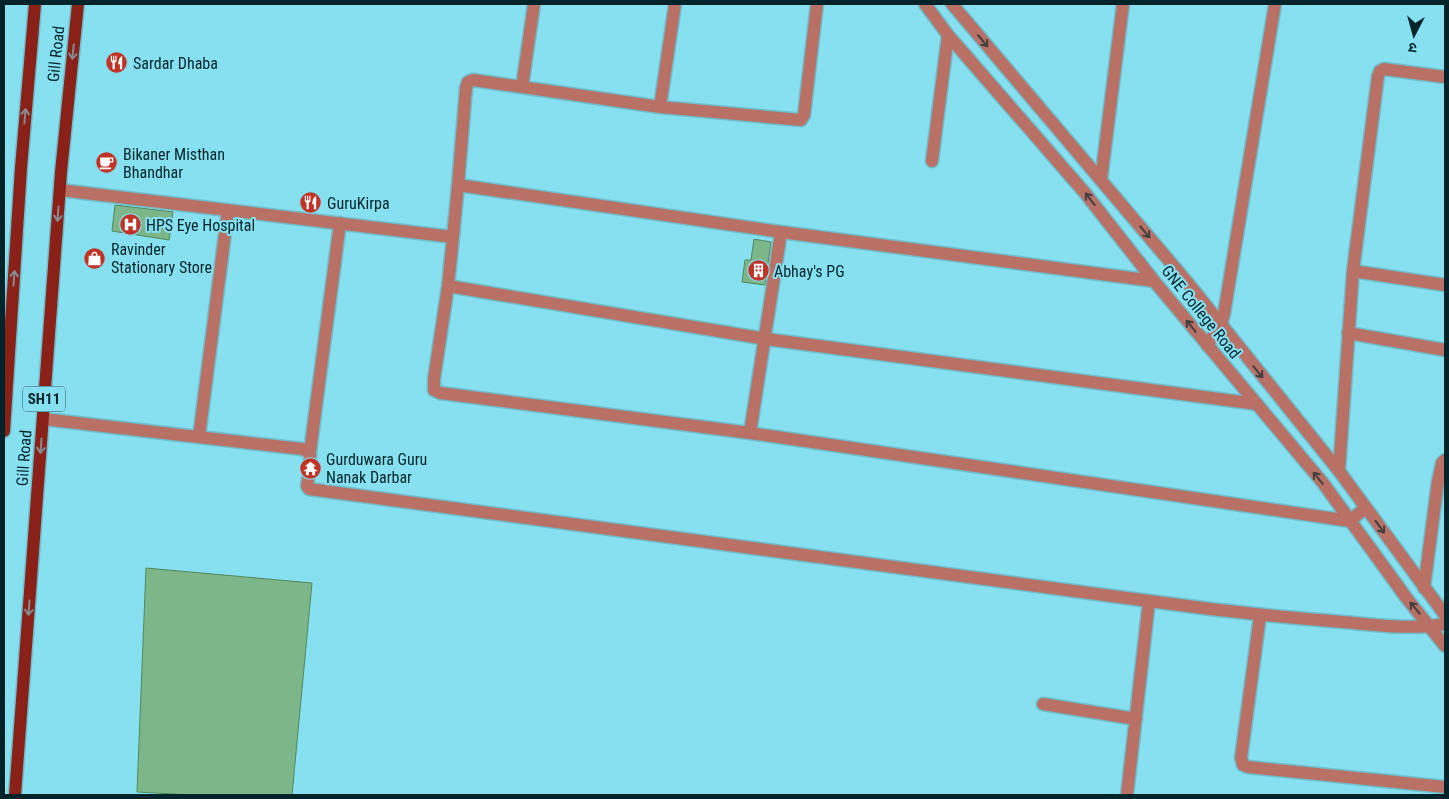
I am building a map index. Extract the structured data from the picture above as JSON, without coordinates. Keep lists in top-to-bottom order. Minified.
{"streets":{"main road":["Gill Road","SH11"],"street":["GNE College Road"]},"places":{"restaurant":["Sardar Dhaba","GuruKirpa"],"cafe":["Bikaner Misthan Bhandhar"],"hospital":["HPS Eye Hospital"],"shop":["Ravinder Stationary Store"],"building":["Abhay's PG"],"temple":["Gurduwara Guru Nanak Darbar"]},"north":"bottom"}
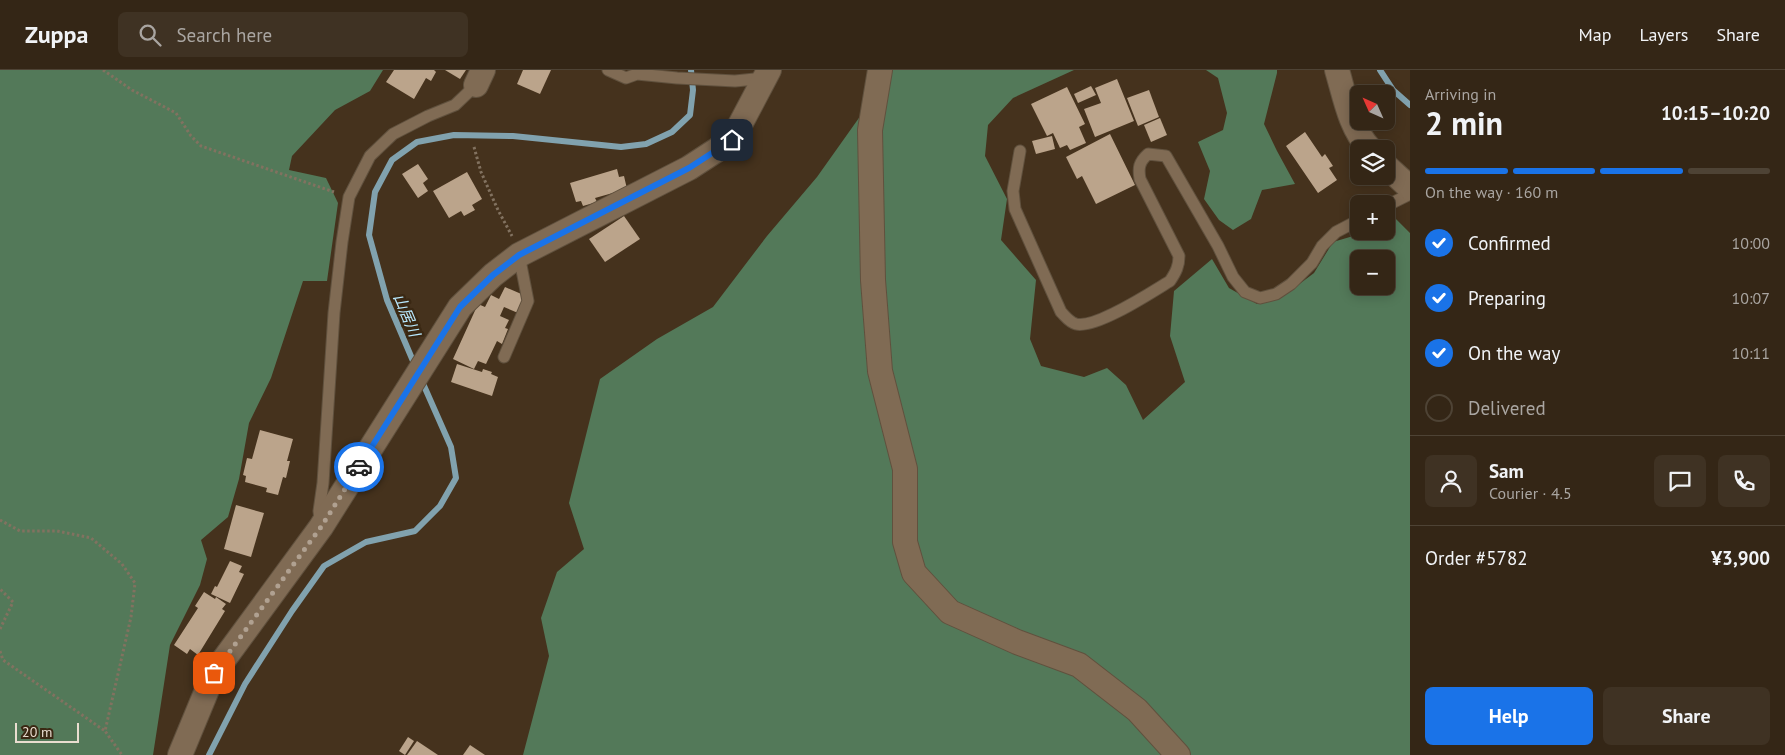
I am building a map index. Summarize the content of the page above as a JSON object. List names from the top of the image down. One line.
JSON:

### Problem to solve
Return exactly the lines of the listing that run from the one containing "I am building a map index. Summarize" through the last, and no others.

### Exercise answer
I am building a map index. Summarize the content of the page above as a JSON object. List names from the top of the image down. One line.
JSON:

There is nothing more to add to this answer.